Problem description >>
Retype the data exactly, from its first line to the line containing "position:relative; width:540px; height:1348px;", including both, and skip any picture.

Input >>
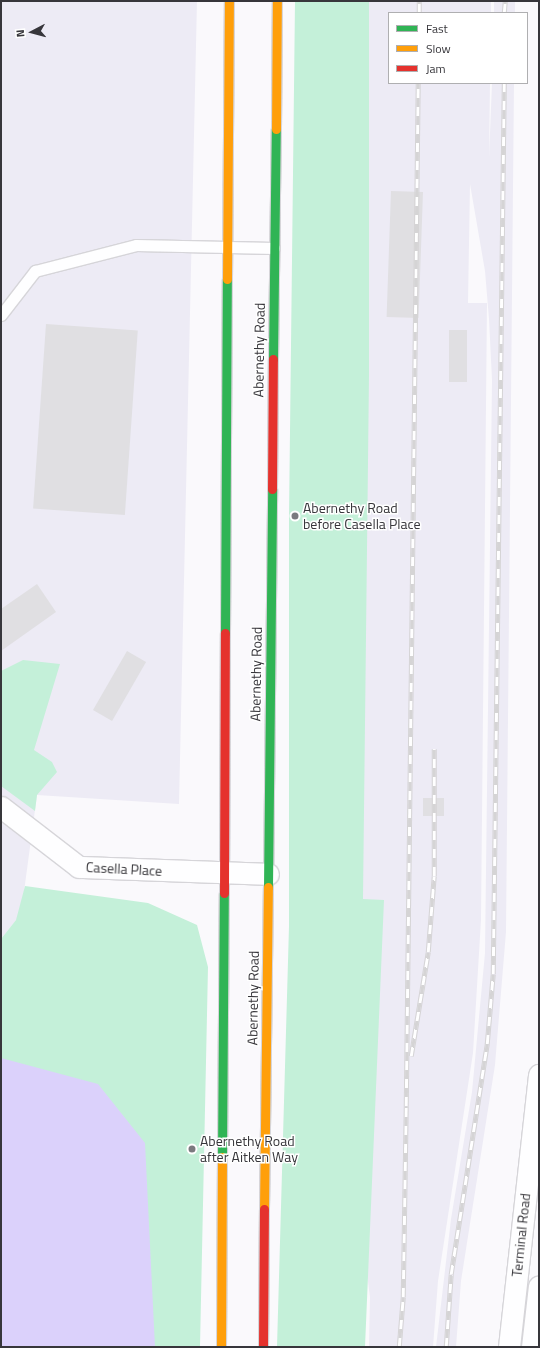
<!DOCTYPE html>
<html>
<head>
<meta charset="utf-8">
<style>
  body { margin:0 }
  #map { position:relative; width:540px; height:1348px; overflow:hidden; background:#faf9fc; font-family:"Titillium Web",sans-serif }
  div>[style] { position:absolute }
  .built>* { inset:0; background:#edebf5; transform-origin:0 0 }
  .green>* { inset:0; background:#c4f0d9 }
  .water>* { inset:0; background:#dbd1fb }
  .building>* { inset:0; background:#e0dfe2; transform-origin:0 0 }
  .roads { filter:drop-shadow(1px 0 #d6d5d9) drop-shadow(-1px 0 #d6d5d9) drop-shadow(0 1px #d6d5d9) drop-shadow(0 -1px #d6d5d9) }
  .lane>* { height:11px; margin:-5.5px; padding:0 5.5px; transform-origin:5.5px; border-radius:5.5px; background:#fefeff }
  .street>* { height:21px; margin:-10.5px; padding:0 10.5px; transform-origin:10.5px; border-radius:10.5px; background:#fefeff }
  .fast>* { height:9px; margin:-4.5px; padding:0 4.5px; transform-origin:4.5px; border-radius:4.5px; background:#30b455 }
  .slow>* { height:9px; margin:-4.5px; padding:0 4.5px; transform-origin:4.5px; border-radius:4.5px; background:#ff9f0a }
  .jam>* { height:9px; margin:-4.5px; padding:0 4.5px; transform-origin:4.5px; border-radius:4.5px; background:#e5322d }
  .rail>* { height:4.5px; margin-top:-2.25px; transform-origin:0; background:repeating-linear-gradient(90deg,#fff 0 9px,#d5d4d5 0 18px); box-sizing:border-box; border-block:1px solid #d5d4d5 }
  .dots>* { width:11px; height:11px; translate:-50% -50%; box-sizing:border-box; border:2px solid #fff; border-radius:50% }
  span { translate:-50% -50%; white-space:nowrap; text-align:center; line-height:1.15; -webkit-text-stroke:3px #fff; paint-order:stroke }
  .street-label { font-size:14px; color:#37363b }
  .poi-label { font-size:14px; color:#37363b }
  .left { translate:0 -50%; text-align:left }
  .frame { position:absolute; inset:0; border:2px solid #37363b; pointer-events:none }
  .legend { position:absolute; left:388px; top:12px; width:140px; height:72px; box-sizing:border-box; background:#fff; border:1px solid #afafb1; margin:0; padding:5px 7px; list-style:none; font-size:12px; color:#37363b }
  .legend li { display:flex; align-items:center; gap:8px; height:20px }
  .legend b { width:20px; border:1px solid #afafb1 }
  .north { position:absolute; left:12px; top:12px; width:40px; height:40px; -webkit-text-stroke:3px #fff; paint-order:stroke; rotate:264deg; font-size:11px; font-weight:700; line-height:16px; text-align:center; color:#37363b }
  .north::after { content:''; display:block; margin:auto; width:14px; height:18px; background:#37363b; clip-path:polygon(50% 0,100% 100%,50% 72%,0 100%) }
</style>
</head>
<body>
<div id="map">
  <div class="built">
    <i style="clip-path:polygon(1px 1px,197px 1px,179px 804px,37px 795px,21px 914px,1px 939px)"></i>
    <i style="clip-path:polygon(317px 1px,491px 1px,491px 13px,389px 13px,389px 83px,490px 83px,489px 158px,492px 83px,514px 83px,506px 932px,495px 1065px,461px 1281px,456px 1347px,436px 1347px,451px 1219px,472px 1092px,485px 953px,492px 380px,489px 319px,485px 271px,470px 184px,468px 303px,487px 303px,481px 920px,473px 1053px,438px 1281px,433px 1347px,369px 1347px,370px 1297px,311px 847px)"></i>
    <i style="left:494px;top:1px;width:21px;height:12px"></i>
  </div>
  <div class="green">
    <i style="clip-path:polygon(295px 1px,369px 1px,369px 375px,363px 899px,384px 900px,365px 1347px,277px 1347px,289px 926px,289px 518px)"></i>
    <i style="clip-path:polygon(23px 660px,60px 664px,34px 750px,52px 762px,57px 772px,37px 795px,35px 811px,1px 786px,1px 671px)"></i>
    <i style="clip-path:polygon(25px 886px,148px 903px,197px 925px,208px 967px,200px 1347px,1px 1347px,1px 939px,16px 920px)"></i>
  </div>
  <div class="water">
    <i style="clip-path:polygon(1px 1058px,98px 1084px,145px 1143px,155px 1347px,1px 1347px)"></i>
  </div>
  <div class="building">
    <i style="left:391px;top:191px;width:32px;height:126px;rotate:2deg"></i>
    <i style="left:46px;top:324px;width:92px;height:185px;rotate:4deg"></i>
    <i style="left:449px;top:330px;width:18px;height:52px"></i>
    <i style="clip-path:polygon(37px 584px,56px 612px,1px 651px,1px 609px)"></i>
    <i style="left:127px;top:651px;width:22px;height:68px;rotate:30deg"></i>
    <i style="left:423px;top:798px;width:21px;height:18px"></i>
  </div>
  <div class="roads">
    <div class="lane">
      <i style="left:1px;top:315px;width:56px;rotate:-52.3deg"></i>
      <i style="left:35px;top:271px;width:104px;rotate:-14.4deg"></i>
      <i style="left:136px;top:245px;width:138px;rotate:1.2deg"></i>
    </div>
    <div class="street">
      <i style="left:1px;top:807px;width:98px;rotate:37.6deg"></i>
      <i style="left:79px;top:867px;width:189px;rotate:2.1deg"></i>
      <i style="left:509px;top:1347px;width:274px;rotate:-83.7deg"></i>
      <i style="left:532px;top:1347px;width:61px;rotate:-83.5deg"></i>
    </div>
    <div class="fast">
      <i style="left:273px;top:359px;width:230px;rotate:-89.3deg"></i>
      <i style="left:225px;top:633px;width:354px;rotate:-89.7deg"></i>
      <i style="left:268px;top:887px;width:398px;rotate:-89.4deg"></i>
      <i style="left:222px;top:1157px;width:264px;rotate:-89.6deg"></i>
    </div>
    <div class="slow">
      <i style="left:276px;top:129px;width:128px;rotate:-89.6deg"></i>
      <i style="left:227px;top:279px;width:278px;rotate:-89.6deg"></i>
      <i style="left:264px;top:1209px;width:322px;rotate:-89.3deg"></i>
      <i style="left:221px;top:1347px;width:190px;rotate:-89.7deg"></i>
    </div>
    <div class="jam">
      <i style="left:272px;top:489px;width:130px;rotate:-89.6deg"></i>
      <i style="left:224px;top:893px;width:260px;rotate:-89.8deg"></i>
      <i style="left:263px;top:1347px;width:138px;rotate:-89.6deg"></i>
    </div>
  </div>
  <div class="rail">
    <i style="left:419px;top:13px;width:12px;rotate:-90deg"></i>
    <i style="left:504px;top:13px;width:12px;rotate:-85deg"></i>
    <i style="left:411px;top:1056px;width:105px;rotate:-80.7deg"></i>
    <i style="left:428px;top:952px;width:76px;rotate:-85.5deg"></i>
    <i style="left:434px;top:876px;width:127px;rotate:-90deg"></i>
    <i style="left:399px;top:1347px;width:50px;rotate:-85.4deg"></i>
    <i style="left:403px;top:1297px;width:191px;rotate:-89.1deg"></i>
    <i style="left:406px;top:1106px;width:1023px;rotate:-89.33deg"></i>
    <i style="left:446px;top:1347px;width:73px;rotate:-86.1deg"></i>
    <i style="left:451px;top:1274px;width:233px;rotate:-81.1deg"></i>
    <i style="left:487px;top:1044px;width:70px;rotate:-85.1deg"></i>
    <i style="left:493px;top:974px;width:891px;rotate:-89.29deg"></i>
  </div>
  <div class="dots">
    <i style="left:295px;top:516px;background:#7b7a7f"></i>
    <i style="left:192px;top:1149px;background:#7b7a7f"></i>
  </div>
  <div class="street-label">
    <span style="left:259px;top:350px;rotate:-89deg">Abernethy Road</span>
    <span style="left:256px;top:674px;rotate:-89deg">Abernethy Road</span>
    <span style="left:124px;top:869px;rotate:3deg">Casella Place</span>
    <span style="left:253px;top:998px;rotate:-89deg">Abernethy Road</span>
    <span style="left:521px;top:1235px;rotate:-84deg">Terminal Road</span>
  </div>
  <div class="poi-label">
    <span class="left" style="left:303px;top:516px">Abernethy Road<br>before Casella Place</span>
    <span class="left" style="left:200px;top:1149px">Abernethy Road<br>after Aitken Way</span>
  </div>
  <div class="frame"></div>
  <ul class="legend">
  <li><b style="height:5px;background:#30b455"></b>Fast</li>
  <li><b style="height:5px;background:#ff9f0a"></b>Slow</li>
  <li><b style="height:5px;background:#e5322d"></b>Jam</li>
  </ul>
  <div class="north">N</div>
</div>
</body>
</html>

Answer for this exercise >>
<!DOCTYPE html>
<html>
<head>
<meta charset="utf-8">
<style>
  body { margin:0 }
  #map { position:relative; width:540px; height:1348px; overflow:hidden; background:#faf9fc; font-family:"Titillium Web",sans-serif }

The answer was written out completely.